System Design - Designing Reliable Systems That Never Quit

A senior system designer does not try to prevent failure. They design a system that expects failure and recovers gracefully.

Nov 08, 2025

Reliability Green Belt | Reliability Engineering Academy

In our last post we learned that to scale a system we have to break it apart into many smaller independent services a microservices architecture.

This horizontal scaling is great for handling massive traffic but it introduces a critical challenge failure is now guaranteed. When you have 100 independent components running on 100 different servers something is always going to fail a network cable breaks a server runs out of memory or a database connection times out.

A senior system designer does not try to prevent failure. They design a system that expects failure and recovers gracefully. This is the core of reliability.

This guide is about building systems that do not fail or more accurately building systems that are so resilient they appear not to fail to the end user. We will explore the essential patterns like redundancy heartbeats and circuit breakers that allow complex applications like Netflix and Google to stay available 99.999% of the time.

The Foundation of Reliability Redundancy

The most basic and most powerful tool for ensuring reliability is redundancy. It is the strategy of having backups ready to take over instantly when the primary component fails.

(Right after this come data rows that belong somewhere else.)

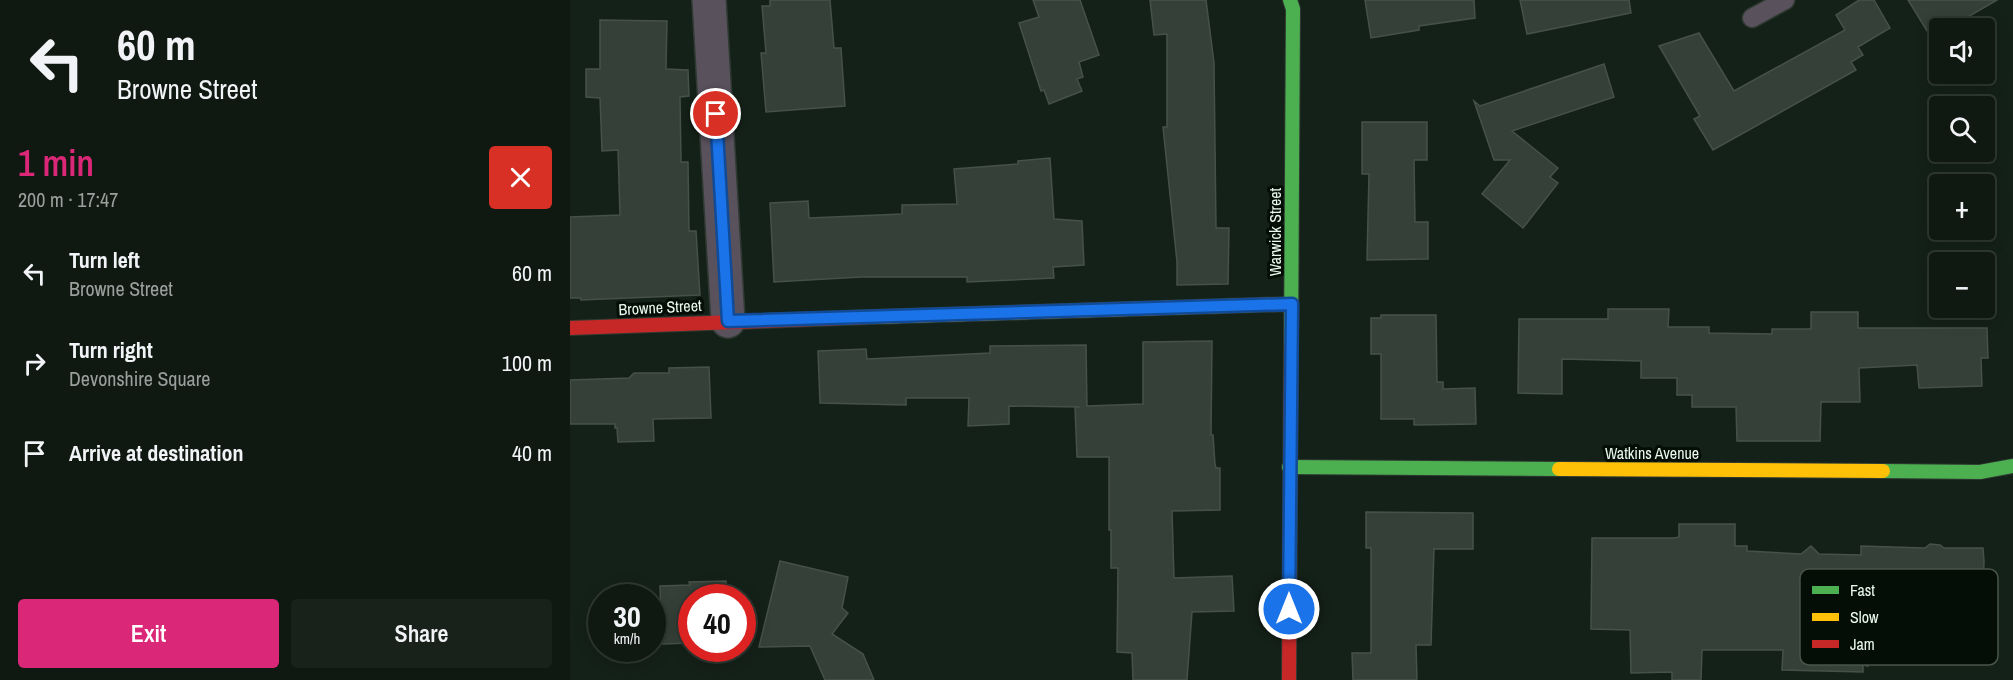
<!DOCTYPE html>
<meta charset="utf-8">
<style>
:root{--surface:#0f1912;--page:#18221b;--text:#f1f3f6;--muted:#9ba09f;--line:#2f3832;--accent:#db2777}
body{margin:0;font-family:"Archivo Narrow",sans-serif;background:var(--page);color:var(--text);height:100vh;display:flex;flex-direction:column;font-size:22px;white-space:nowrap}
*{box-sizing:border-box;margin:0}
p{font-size:20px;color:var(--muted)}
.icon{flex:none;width:33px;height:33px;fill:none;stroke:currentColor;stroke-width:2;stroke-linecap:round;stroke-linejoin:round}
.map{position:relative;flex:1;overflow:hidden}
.details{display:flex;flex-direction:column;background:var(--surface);width:570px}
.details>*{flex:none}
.top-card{background:#0f1912;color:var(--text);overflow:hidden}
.buttons{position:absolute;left:1359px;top:18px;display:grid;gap:12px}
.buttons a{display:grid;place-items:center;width:66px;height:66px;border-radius:6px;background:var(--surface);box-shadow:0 3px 15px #0003,0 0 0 2px var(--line);font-size:30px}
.speed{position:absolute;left:18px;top:584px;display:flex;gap:12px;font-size:30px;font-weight:700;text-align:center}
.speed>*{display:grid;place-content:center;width:78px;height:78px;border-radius:50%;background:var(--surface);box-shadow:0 3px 15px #0003,0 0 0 2px var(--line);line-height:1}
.speed small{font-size:15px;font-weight:400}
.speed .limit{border:9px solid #d22;background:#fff;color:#111}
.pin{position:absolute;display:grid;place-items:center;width:51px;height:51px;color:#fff;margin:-26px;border:3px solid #fff;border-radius:50%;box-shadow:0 2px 6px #0007}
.me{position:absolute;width:66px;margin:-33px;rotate:0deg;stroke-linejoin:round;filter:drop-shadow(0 0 4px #0008)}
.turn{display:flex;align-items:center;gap:21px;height:126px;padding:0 18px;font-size:27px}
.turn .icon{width:78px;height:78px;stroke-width:2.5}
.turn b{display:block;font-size:42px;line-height:51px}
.round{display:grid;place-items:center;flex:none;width:63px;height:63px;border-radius:6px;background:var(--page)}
.summary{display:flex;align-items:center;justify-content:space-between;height:102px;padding:0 18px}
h1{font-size:36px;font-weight:600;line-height:45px;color:var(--accent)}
.action{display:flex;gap:12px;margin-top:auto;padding:12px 18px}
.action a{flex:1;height:69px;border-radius:6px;background:var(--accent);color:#fff;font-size:24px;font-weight:600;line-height:69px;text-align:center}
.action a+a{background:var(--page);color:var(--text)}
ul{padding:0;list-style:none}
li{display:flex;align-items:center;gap:18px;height:90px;padding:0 18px}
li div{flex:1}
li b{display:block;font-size:22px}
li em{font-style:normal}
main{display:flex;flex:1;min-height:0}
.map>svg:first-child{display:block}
.building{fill:#354038;stroke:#465149;stroke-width:1.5}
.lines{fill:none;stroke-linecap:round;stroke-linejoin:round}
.lane-casing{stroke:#2f3a32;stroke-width:21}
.street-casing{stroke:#2f3a32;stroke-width:36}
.fast-casing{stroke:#2f3a32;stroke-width:16}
.slow-casing{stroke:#2f3a32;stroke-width:16}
.jam-casing{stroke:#2f3a32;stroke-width:16}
.lane{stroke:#59515c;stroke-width:18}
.street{stroke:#59515c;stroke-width:33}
.fast{stroke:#4caf50;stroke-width:14}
.slow{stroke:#ffc107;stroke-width:14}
.jam{stroke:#c62828;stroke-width:14}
.route-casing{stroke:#114b97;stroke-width:15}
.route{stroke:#1a73e8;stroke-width:10}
.labels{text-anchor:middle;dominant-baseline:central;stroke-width:6;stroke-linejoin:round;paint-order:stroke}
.street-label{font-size:16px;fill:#eaf9ed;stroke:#040d06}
.key{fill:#040d06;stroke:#49544b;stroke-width:1.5}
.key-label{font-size:16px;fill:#eaf9ed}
</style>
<main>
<section class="details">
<div class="top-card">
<div class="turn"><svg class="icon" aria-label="left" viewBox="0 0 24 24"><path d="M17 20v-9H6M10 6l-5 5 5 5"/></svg><div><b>60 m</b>Browne Street</div></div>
</div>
<div class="summary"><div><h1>1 min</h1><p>200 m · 17:47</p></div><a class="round" style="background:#d93025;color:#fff"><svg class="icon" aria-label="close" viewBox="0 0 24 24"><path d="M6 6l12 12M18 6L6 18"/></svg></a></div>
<ul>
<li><svg class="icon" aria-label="left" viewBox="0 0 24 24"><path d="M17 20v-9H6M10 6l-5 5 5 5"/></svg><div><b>Turn left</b><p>Browne Street</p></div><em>60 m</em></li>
<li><svg class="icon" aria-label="right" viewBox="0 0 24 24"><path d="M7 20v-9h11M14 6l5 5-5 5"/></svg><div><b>Turn right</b><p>Devonshire Square</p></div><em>100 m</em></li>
<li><svg class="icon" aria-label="arrive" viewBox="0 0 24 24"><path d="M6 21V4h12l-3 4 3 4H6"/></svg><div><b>Arrive at destination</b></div><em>40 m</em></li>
</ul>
<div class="action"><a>Exit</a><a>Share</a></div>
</section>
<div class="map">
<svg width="1443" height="680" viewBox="0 0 1443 680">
<rect width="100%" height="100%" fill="#142118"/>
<path class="building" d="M200,0H260L264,48H271L275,106L196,112L191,53H196L192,6H200Z
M463,0H510L529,55L509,62L513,77L507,79L512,91L479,104L474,90L471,91L449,23L469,17Z
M580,0H636L644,63L646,228H659L658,284L607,285V262L593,127H597V34L584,35Z
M795,0H904L905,18L849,26V30L801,38Z
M950,0H1059L1061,13L957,34Z
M1289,0H1304L1320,28L1288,47L1293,55L1281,62L1286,70L1143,150L1124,119L1130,116L1089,46L1129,33L1164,91L1275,30L1266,15Z
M1338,0H1427L1379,28H1370V34L1362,39Z
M30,20L97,21L96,69L118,70L119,96L110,97L111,162H118L119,231H126L130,295L11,300V298H0V217L50,215L48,150L32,151L30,98L16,97V69H30Z
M1034,64L1044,97L942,131L988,168L980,177L988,183L953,228L912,194L940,160H924L904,101L910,106Z
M792,122H857V160H844L845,222H858V259L797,260L799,174H792Z
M480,158L484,219L512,221L514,265L483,267L484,278L397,282V277H291L204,282L200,203L238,201L239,218L332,214V205L387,204L384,169L448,164V161Z
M1038,309H1099L1098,327H1139V333L1202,334V329H1241V312H1288V328H1417L1418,358H1411L1412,386L1349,388L1347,365L1289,368L1290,402H1251L1250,441H1167L1166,407H1122V395H1107V378H1071V361L992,359V394L948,393L949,319H1038Z
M811,315H866L867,382H873V389L905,388L906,424L844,425V419H811V354H801V318H811Z
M642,341L641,435H643L645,464L646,468H650V510L602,511L604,578L662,576L664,611L622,612L617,680H563L562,653L547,652L548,568H541V530H539V457H507L505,407H510L439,406V424L398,426L399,398H336V405L250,403L248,351L296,349L297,359L420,353V346L516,345L517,406L573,404V342Z
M139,367L141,418L83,419L84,441L48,442L47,428H45V424H0V380L59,378L64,373H99V368Z
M796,512L903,513V549H864L861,645H846L847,680H783L782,653H801V548H796Z
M1109,524H1165V546H1177V551L1231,554L1241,546L1249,554L1291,555V546L1355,548L1360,544L1370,545L1374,548H1413L1414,561L1412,632L1299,630L1298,666L1293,665V672L1212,670L1213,650H1132L1131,680H1102V672L1061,673L1060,630L1021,629L1022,538H1104L1109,537Z
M210,561L278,577L272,608L278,613L262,634L293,654L304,680H255L240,646L189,647Z
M156,581V597H122V643L92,644L90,586L120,585L119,582Z"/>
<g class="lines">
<g class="lane-casing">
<path id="lane" d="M1182,18L1215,0"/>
</g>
<g class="street-casing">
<path id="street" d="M139,0L158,321"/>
</g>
<g class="fast-casing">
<path id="fast" d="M720,0L723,9L721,348
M719,467L989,469
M1313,471L1410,472L1443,466"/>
</g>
<g class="slow-casing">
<path id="slow" d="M300,317L721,304
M989,469L1313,471"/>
</g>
<g class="jam-casing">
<path id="jam" d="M0,328L300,317
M719,680L721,348"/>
</g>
<use href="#lane" class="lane"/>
<use href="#street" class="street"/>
<use href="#fast" class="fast"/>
<use href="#slow" class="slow"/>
<use href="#jam" class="jam"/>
</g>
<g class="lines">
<g class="route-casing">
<path id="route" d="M146,114L158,321L722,304L719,609"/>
</g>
<use href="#route" class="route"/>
</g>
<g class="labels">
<g class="street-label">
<text transform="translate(705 232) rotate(-90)">Warwick Street</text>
<text transform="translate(90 307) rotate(-3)">Browne Street</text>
<text x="1082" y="453">Watkins Avenue</text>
</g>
</g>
<rect x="1230" y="569" width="198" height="96" rx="9" class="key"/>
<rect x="1242" y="586" width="27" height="8" fill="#4caf50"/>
<rect x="1242" y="613" width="27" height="8" fill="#ffc107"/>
<rect x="1242" y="640" width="27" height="8" fill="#c62828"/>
<g class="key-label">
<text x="1280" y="596">Fast</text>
<text x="1280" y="623">Slow</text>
<text x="1280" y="650">Jam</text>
</g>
</svg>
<div class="buttons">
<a><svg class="icon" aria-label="sound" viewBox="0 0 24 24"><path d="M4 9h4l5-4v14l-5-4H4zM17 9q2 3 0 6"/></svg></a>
<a><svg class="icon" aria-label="search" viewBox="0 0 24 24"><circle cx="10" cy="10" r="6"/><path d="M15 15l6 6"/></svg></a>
<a>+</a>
<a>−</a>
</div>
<div class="speed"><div>30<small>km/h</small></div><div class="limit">40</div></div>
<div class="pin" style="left:146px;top:114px;background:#d93025"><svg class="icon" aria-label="arrive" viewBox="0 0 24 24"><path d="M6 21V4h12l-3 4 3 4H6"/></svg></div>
<svg class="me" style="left:719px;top:609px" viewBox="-20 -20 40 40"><circle r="17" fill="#1a73e8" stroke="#fff" stroke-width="3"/><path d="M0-11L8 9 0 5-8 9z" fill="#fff"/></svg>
</div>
</main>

No commercial aircraft flies with just one engine. It is designed to fly with two or four so that if one fails the aircraft remains airborne. Your software system must be designed the same way.

Component Redundancy

This is simply duplicating your components.

Web Servers

Instead of running one web server, you run three identical ones behind a Load Balancer. If Server A crashes the Load Balancer immediately redirects all traffic to Server B and Server C. The user never sees an error. This is essential for High Availability.

Database Replication

You never run a system with just one database copy. The primary database handles all the write requests (updates, saves). It constantly copies or replicates all that data to one or more replica databases. If the primary database fails a replica can be immediately promoted to take over.

This duplication costs more money (a budget constraint we discussed in Blog 2) but it is the non negotiable price of high availability.

Zone Redundancy

It is not enough to have a backup server in the same physical building. If the entire building loses power due to a disaster like a flood or a fire your entire system is down.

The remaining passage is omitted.